*WHAT THE TASK REQUIRES*
State how many lines of the records contain the string "space". Give the number alone.

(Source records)
• • • • •

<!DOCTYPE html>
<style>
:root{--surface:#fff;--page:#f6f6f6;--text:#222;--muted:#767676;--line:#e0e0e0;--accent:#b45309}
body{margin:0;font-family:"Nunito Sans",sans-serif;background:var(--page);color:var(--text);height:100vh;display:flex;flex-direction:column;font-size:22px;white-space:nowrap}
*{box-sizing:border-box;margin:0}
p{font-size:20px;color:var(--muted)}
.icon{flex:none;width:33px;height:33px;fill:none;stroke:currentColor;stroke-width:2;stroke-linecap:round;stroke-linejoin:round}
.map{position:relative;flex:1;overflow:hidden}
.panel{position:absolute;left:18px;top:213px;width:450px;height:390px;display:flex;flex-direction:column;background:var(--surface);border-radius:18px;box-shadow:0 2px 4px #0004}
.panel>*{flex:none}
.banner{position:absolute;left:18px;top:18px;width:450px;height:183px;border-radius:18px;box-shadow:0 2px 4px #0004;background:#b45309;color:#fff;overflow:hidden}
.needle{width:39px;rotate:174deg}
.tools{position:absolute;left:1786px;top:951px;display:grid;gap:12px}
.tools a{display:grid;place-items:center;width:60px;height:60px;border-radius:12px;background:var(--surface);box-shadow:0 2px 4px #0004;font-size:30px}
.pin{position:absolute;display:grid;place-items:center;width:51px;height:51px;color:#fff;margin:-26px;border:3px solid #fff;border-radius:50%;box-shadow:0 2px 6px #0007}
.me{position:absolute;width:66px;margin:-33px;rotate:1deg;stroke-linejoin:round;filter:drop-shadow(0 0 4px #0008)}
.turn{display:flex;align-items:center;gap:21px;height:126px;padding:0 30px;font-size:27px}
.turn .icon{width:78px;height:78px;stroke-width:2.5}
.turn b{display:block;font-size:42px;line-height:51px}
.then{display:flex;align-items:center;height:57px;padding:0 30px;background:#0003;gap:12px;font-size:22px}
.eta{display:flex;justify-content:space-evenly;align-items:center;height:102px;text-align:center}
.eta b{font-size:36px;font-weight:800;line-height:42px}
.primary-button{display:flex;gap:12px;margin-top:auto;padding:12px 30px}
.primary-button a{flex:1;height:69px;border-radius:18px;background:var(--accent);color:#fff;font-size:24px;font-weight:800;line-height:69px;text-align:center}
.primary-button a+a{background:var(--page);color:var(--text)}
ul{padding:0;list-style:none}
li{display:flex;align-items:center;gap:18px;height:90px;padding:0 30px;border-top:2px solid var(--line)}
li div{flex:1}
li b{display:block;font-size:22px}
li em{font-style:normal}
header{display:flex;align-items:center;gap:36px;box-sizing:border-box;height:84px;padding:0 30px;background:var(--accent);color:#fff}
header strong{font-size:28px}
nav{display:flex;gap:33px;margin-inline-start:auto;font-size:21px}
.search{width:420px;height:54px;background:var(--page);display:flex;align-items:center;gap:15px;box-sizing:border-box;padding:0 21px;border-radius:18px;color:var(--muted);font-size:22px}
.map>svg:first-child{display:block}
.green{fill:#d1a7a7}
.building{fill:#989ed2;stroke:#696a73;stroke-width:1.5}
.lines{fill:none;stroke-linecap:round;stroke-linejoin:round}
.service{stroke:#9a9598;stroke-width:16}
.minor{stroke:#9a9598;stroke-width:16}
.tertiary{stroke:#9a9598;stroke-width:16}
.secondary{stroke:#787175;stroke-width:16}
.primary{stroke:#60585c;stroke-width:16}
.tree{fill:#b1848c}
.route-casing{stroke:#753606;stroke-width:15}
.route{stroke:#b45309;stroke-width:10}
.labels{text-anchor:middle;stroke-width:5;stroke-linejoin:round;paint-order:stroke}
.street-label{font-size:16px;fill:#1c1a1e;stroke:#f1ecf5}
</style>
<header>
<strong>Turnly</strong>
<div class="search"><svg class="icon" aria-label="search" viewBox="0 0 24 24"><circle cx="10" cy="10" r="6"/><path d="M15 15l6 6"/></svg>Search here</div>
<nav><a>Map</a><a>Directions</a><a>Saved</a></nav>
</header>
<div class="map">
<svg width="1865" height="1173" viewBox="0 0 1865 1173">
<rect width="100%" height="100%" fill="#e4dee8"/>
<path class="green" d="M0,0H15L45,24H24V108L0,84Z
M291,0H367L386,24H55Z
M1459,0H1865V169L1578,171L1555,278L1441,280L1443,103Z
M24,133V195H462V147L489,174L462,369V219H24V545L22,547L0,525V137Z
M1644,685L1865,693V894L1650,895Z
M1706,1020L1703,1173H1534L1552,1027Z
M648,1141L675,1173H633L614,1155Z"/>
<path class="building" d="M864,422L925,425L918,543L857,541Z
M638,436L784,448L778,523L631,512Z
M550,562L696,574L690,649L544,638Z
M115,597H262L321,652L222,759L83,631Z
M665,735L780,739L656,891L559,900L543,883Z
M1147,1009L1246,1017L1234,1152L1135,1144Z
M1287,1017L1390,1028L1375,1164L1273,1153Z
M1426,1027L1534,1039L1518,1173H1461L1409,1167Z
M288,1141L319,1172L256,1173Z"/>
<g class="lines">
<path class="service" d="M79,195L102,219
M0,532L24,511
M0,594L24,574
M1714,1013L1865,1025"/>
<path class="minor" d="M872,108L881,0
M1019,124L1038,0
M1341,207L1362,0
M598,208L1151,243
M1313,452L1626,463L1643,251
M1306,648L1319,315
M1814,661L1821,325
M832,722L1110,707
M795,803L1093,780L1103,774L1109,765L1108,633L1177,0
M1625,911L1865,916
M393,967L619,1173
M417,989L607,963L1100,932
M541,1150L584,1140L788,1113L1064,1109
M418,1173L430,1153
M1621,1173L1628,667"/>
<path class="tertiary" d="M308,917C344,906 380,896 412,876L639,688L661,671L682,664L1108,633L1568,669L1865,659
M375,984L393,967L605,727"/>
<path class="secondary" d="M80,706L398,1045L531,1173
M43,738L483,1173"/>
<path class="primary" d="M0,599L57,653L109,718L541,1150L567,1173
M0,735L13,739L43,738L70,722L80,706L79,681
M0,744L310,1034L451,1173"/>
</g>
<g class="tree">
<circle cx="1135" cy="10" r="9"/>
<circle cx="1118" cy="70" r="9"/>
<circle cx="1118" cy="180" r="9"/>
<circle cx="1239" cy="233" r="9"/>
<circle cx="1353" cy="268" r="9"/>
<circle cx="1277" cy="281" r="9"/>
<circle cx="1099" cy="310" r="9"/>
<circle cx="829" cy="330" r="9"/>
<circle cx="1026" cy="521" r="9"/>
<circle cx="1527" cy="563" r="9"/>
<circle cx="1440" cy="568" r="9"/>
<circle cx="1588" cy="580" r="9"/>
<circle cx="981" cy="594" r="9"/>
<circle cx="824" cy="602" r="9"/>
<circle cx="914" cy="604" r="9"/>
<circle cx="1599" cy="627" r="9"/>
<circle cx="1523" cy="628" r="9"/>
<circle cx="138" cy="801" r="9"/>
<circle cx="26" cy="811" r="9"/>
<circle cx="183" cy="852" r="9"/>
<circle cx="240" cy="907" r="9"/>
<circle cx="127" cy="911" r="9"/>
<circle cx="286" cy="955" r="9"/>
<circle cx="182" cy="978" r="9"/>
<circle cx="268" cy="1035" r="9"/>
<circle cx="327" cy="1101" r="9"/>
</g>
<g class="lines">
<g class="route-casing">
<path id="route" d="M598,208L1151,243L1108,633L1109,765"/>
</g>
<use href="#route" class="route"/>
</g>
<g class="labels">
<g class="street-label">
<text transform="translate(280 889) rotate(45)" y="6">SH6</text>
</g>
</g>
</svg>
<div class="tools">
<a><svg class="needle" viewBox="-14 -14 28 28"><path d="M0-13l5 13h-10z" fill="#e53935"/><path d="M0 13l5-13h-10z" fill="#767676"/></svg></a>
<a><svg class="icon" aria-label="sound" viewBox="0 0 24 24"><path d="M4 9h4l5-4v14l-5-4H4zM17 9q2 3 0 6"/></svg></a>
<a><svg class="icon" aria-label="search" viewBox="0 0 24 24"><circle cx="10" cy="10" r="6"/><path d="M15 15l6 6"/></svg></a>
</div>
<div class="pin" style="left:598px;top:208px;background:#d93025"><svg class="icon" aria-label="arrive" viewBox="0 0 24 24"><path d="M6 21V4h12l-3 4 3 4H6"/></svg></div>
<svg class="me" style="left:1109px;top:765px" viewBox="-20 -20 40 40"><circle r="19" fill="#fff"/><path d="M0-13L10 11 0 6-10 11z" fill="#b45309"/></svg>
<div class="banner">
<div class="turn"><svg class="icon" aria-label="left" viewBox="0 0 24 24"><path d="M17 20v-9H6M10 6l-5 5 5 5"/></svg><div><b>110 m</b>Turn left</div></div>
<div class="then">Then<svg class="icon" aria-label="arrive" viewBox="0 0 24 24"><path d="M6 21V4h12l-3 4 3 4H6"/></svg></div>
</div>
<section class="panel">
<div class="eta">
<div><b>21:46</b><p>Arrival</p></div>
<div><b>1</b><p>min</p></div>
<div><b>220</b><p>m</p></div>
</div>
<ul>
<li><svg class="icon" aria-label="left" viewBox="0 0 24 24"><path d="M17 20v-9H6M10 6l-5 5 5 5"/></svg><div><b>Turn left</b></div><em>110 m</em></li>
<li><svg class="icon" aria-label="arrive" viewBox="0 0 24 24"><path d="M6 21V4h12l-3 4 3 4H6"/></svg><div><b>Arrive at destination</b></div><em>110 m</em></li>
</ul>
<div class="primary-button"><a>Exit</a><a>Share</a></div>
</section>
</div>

• • • • •

*THE COMPLETED TASK*
2